(Saved data entries)
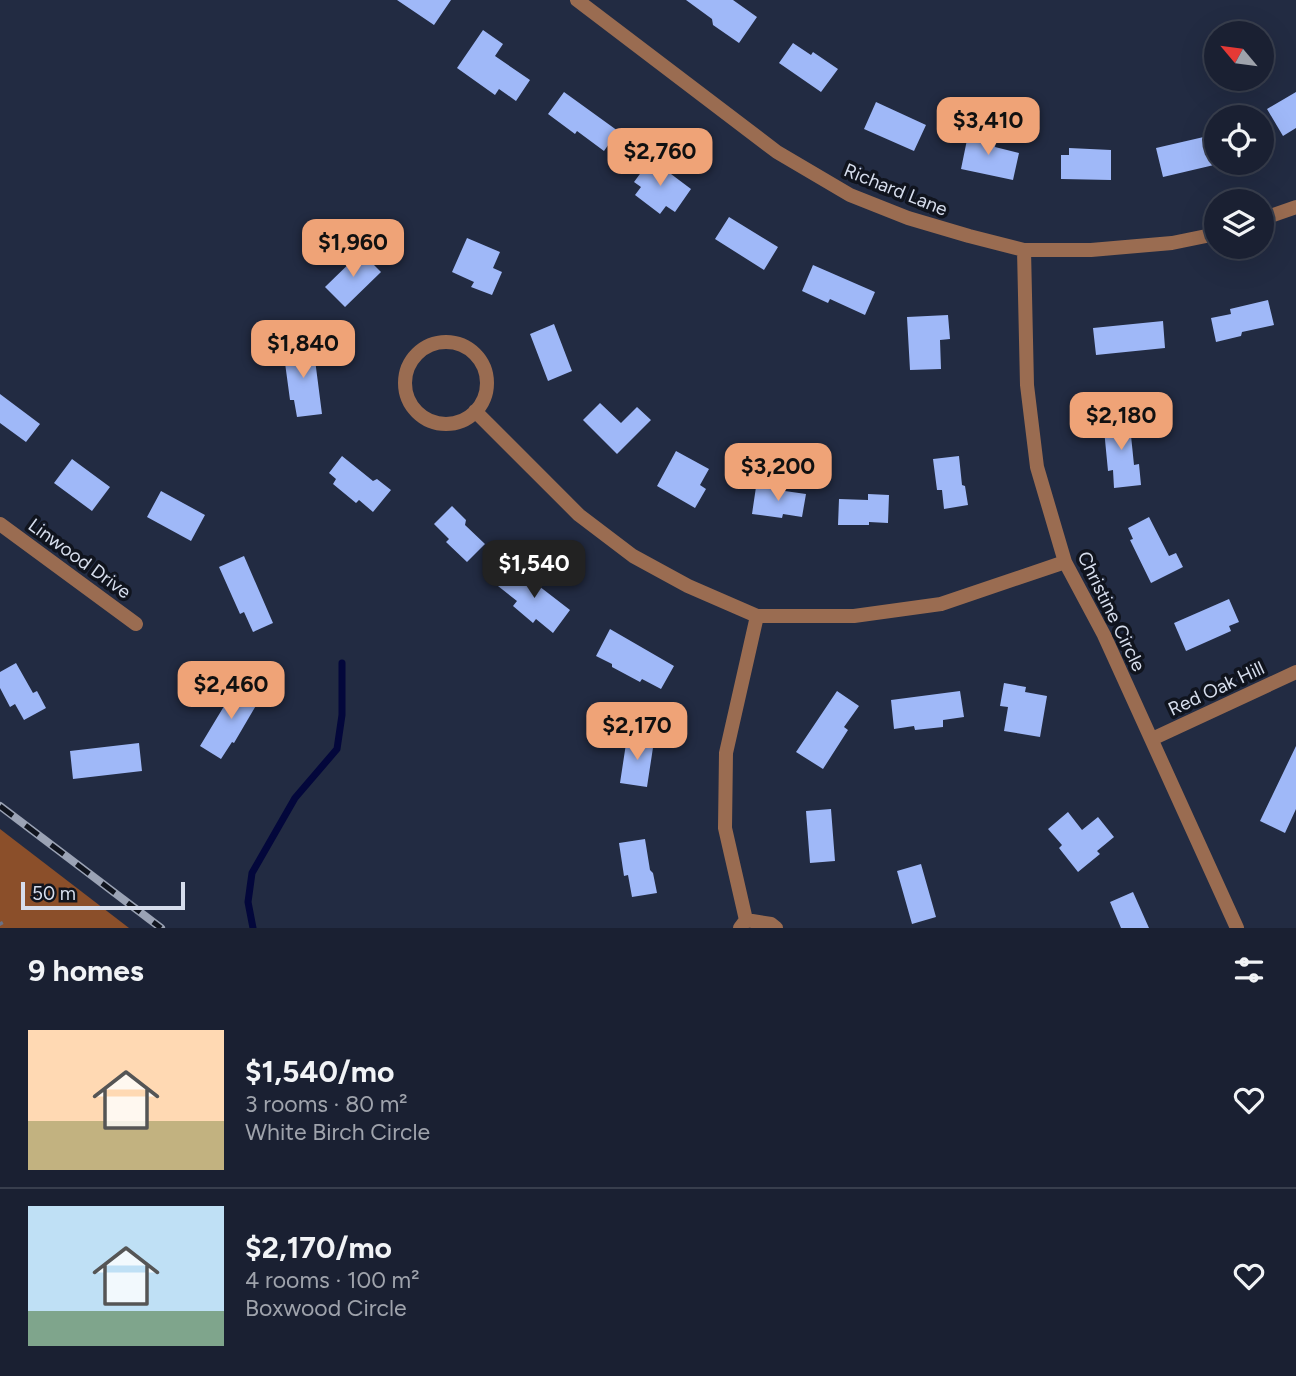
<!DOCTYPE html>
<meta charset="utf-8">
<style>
body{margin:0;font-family:Figtree,sans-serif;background:#23283a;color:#f1f3f6;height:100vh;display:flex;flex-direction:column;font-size:26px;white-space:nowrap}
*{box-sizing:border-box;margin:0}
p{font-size:23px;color:#9fa3ac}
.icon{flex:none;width:38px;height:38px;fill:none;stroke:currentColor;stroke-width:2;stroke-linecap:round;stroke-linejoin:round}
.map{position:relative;height:928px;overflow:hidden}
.sheet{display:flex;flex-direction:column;background:#1a2032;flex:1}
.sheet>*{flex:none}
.needle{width:46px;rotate:299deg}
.tools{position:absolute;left:1204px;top:21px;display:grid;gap:14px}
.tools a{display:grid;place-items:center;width:70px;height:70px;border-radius:50%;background:#1a2032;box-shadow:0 7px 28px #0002,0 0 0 2px #383e4d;font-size:35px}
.scale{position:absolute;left:21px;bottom:18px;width:164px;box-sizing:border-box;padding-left:7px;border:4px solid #d6ddec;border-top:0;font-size:19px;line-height:24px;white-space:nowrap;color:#d6ddec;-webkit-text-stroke:5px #10141e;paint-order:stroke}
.price{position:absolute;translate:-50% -60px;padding:0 16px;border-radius:14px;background:#efa377;color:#111;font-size:23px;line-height:46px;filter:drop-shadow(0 2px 4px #0008)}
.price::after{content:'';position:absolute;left:50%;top:42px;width:21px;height:16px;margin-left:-10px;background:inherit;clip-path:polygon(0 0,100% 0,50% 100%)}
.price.selected{background:#222;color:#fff}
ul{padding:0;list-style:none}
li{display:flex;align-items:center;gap:21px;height:175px;padding:0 28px}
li+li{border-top:2px solid #383e4d}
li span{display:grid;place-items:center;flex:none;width:196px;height:140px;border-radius:0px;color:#555}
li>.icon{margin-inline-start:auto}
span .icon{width:84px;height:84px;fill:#fffc;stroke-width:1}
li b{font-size:30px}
h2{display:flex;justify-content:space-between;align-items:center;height:84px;padding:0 28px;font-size:30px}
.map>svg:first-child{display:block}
.forest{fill:#8b4f2a}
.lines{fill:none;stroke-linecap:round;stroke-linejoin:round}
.stream{stroke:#03073b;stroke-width:7}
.building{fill:#9fb8f8}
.path{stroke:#697185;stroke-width:4.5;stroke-dasharray:3.5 3.5;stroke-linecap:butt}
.minor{stroke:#9a6c51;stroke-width:14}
.rail-casing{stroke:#9ba3b5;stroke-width:8}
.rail{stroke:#10141e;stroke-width:5;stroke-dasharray:16;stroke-linecap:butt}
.labels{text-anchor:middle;stroke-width:7;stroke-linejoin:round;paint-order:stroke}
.street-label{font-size:19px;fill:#d6ddec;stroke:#10141e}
</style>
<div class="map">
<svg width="1296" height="928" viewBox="0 0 1296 928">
<rect width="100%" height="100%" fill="#222b42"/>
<!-- forest -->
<path class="forest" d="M 0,829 L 129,928 L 0,928 Z"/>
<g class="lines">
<!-- stream -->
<path class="stream" d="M 253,928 L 248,902 L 252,873 L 295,798 L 337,749 L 342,715 L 342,663"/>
</g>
<!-- building -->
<path class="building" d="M 397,0 L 451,0 L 434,25 Z
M 686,0 L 733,0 L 757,17 L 739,43 L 713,25 L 712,19 Z
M 483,30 L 503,44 L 495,56 L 530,80 L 516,101 L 499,89 L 495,95 L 457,68 Z
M 793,43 L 811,55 L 813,52 L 838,69 L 821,92 L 779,63 Z
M 564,92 L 618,131 L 604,151 L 577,131 L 575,134 L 548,114 Z
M 1296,92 L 1296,128 L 1283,136 L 1267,109 Z
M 876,102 L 926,125 L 914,151 L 864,129 Z
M 969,130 L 997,136 L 995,147 L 1019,153 L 1013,180 L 961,169 Z
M 1208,136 L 1214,165 L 1163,177 L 1156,148 Z
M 1069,148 L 1111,150 L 1111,180 L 1061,179 L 1061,155 L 1069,155 Z
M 651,159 L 691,189 L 675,212 L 666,206 L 660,214 L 635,195 L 641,187 L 634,182 Z
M 729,217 L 778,247 L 764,270 L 715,239 Z
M 467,238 L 500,252 L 493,268 L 502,272 L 492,295 L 471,287 L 474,282 L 452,272 Z
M 361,252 L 381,272 L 345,307 L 325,287 Z
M 813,265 L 875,292 L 865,315 L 830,299 L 828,303 L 802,291 Z
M 1268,300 L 1274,325 L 1242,332 L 1241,336 L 1216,342 L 1211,318 L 1231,314 L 1230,309 Z
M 948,315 L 950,339 L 940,340 L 941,369 L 910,370 L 907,317 Z
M 1163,321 L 1165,348 L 1096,355 L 1093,328 Z
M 554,324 L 572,371 L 548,381 L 530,334 Z
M 313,344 L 322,414 L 297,417 L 294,400 L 290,400 L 283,348 Z
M 0,394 L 40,424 L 26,442 L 0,423 Z
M 600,403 L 621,423 L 637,407 L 651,420 L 617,454 L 583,420 Z
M 1129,416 L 1134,465 L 1139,464 L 1141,485 L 1114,488 L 1113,470 L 1108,471 L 1103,419 Z
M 676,451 L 709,469 L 700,485 L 706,489 L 695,508 L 657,486 Z
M 342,456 L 373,481 L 377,479 L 391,490 L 373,512 L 359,500 L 356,503 L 333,484 L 336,479 L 329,473 Z
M 959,456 L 962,485 L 965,486 L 968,505 L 944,509 L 942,490 L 937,490 L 933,459 Z
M 72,459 L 110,487 L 92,511 L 54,483 Z
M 756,487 L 806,494 L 802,517 L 783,514 L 782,518 L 752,514 Z
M 161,491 L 205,515 L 191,541 L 147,517 Z
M 868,494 L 889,495 L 888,523 L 869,522 L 869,525 L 838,525 L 839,499 L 868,500 Z
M 452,506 L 466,520 L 465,525 L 485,544 L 467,562 L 446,542 L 449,539 L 434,524 Z
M 1149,517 L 1169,556 L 1176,553 L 1183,567 L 1151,583 L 1130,540 L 1133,539 L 1128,528 Z
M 244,556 L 273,623 L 253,632 L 244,612 L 240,614 L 219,567 Z
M 513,566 L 570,610 L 553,633 L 536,619 L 533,623 L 513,606 L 517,601 L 498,586 Z
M 1229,599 L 1239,622 L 1229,626 L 1231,631 L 1186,651 L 1174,623 Z
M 610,629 L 674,666 L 661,689 L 642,679 L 640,682 L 612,667 L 612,664 L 596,656 Z
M 16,663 L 33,693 L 37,691 L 46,708 L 24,720 L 15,704 L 10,707 L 0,688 L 0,672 Z
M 238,683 L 261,697 L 234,743 L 232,742 L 221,759 L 200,746 Z
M 1004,683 L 1026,687 L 1025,692 L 1047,696 L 1040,737 L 1004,731 L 1008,707 L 1000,706 Z
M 837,691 L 859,706 L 844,727 L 848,730 L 823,769 L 796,752 Z
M 960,691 L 964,717 L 943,720 L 943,727 L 915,730 L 914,726 L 894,729 L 891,700 Z
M 627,737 L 654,741 L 647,787 L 620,783 Z
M 139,743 L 142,771 L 73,779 L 70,751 Z
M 1296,746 L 1296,809 L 1285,833 L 1260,821 Z
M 831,809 L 835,861 L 810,863 L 806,811 Z
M 1068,812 L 1082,830 L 1098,817 L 1114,837 L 1097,851 L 1100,854 L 1078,872 L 1059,848 L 1062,845 L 1048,829 Z
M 645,839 L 650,870 L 653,873 L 657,893 L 632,897 L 628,875 L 624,876 L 619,843 Z
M 921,864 L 936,917 L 912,924 L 897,871 Z
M 1133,892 L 1149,928 L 1121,928 L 1110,902 Z"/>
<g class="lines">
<!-- path -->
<path class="path" d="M 0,922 L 3,928"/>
<!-- minor -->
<path class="minor" d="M 577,0 L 777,152 L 850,195 L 908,218 L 969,236 L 1024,250 L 1091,250 L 1172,243 L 1216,234
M 1262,219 L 1296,207
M 1024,250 L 1027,385 L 1037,467 L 1065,562 L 1104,635 L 1237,928
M405 383a41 41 0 1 1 82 0a41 41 0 1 1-82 0Z
M 475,411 L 579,515 L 633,556 L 688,586 L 757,616 L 854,616 L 941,604 L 1065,562
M 0,524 L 136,624
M 1152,739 L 1296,672
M 746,920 L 771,924 L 776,928
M 740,928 L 746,920 L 725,828 L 726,753 L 757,616"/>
<defs>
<path id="rail" d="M 0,806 L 161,928"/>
</defs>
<!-- rail casing -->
<use href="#rail" class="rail-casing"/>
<!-- rail -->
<use href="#rail" class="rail"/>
</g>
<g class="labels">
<!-- street labels -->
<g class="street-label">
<text transform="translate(896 189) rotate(22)" y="7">Richard Lane</text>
<text transform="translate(80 558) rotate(36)" y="7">Linwood Drive</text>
<text transform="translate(1112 611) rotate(64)" y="7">Christine Circle</text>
<text transform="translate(1216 688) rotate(-25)" y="7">Red Oak Hill</text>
</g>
</g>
</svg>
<div class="tools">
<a><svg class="needle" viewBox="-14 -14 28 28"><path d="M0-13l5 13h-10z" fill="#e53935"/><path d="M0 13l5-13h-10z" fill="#9fa3ac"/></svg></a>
<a><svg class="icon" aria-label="locate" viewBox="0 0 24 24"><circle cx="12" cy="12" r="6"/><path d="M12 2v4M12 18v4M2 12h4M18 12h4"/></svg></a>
<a><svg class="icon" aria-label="layers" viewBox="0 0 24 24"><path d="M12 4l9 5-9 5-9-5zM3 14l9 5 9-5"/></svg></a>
</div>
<div class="scale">50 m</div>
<b class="price" style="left:988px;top:157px">$3,410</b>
<b class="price" style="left:660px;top:188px">$2,760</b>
<b class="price" style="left:353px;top:279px">$1,960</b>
<b class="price" style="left:303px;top:380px">$1,840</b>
<b class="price" style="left:1121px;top:452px">$2,180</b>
<b class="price" style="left:778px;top:503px">$3,200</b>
<b class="price selected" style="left:534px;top:600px">$1,540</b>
<b class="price" style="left:231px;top:721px">$2,460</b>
<b class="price" style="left:637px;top:762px">$2,170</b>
</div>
<section class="sheet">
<h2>9 homes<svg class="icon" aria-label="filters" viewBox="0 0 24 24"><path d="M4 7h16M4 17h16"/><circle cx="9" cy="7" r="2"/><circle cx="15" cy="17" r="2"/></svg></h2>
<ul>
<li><span style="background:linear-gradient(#ffd9b3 65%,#c2b280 0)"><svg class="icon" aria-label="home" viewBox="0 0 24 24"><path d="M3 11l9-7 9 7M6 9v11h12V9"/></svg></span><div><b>$1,540/mo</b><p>3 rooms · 80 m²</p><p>White Birch Circle</p></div><svg class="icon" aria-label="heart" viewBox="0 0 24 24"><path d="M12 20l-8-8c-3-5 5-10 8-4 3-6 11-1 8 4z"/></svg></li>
<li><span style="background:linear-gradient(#bfe0f5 75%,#7fa58c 0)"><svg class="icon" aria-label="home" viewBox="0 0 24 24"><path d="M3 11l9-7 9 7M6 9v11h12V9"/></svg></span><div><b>$2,170/mo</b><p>4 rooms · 100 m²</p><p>Boxwood Circle</p></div><svg class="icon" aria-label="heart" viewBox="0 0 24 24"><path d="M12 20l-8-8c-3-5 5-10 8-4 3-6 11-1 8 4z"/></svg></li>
</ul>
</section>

> **What this task involves**
Please find the lines in the data that contain the word "paint" and copy them.

> **Solution below**
.scale{position:absolute;left:21px;bottom:18px;width:164px;box-sizing:border-box;padding-left:7px;border:4px solid #d6ddec;border-top:0;font-size:19px;line-height:24px;white-space:nowrap;color:#d6ddec;-webkit-text-stroke:5px #10141e;paint-order:stroke}
.labels{text-anchor:middle;stroke-width:7;stroke-linejoin:round;paint-order:stroke}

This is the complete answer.